Depuis le discours du général Sergueï Roudskoï, adjoint au chef de l’État-major général des Forces armées russes, le 25 mars, il est apparu que la Russie avait décidé de changer de tactique en Ukraine : plus question d’occuper des villes (il n’en aurait même jamais été question, selon le général), de prendre la totalité du territoire ukrainien et de le « dénazifier » ; l’objectif, plus modeste, serait désormais de libérer le Donbass. Le retrait des régions de Kiev et Tchernihiv n’a pas tardé après cette annonce.

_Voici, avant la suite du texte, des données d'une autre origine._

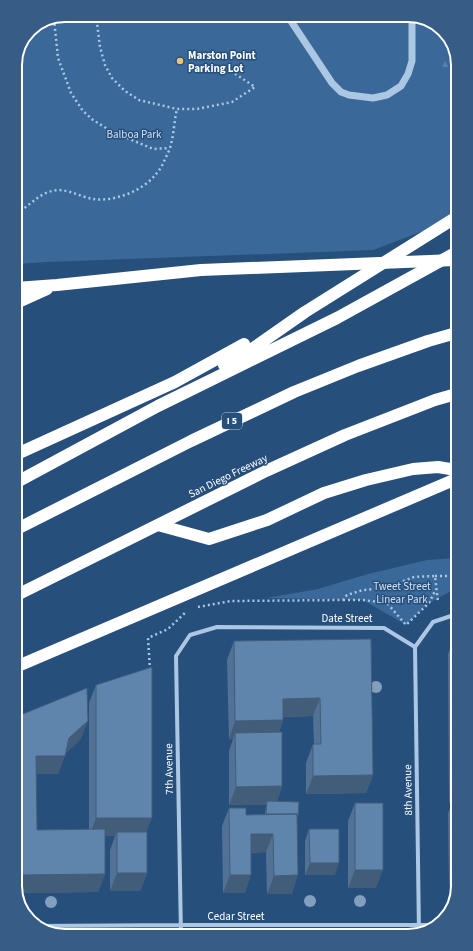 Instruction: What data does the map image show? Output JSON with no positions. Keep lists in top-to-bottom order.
{
  "streets": {
    "highway": ["I 5", "San Diego Freeway"],
    "street": [
      "Date Street",
      "7th Avenue",
      "8th Avenue",
      "Cedar Street"
    ]
  },
  "crossings": [
    ["Date Street", "7th Avenue"],
    ["Date Street", "8th Avenue"],
    ["7th Avenue", "Cedar Street"],
    ["8th Avenue", "Cedar Street"]
  ],
  "parks": ["Balboa Park", "Tweet Street Linear Park"],
  "places": ["Marston Point Parking Lot"]
}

La situation résulterait, selon le politologue Andreï Piontkovski, d’un compromis entre le Commandement en chef de l’armée russe et l’État-major des Armées. L’idée serait que le pouvoir russe puisse en temps utile communiquer sur une victoire : il s’agissait de sauver le peuple du Donbass du génocide, les Forces armées russes l’ont fait et ont également détruit l’appareil militaire ukrainien. Elles ont aussi fait comprendre à l’Ukraine qu’il était vain de viser une adhésion à l’OTAN, non parce que Moscou l’interdirait mais parce que l’Alliance se serait révélée impuissante durant cette « opération spéciale » : il ne fallait rien en attendre mais miser plutôt sur une assistance militaire concrète venant de pays comme les États-Unis ou le Royaume-Uni.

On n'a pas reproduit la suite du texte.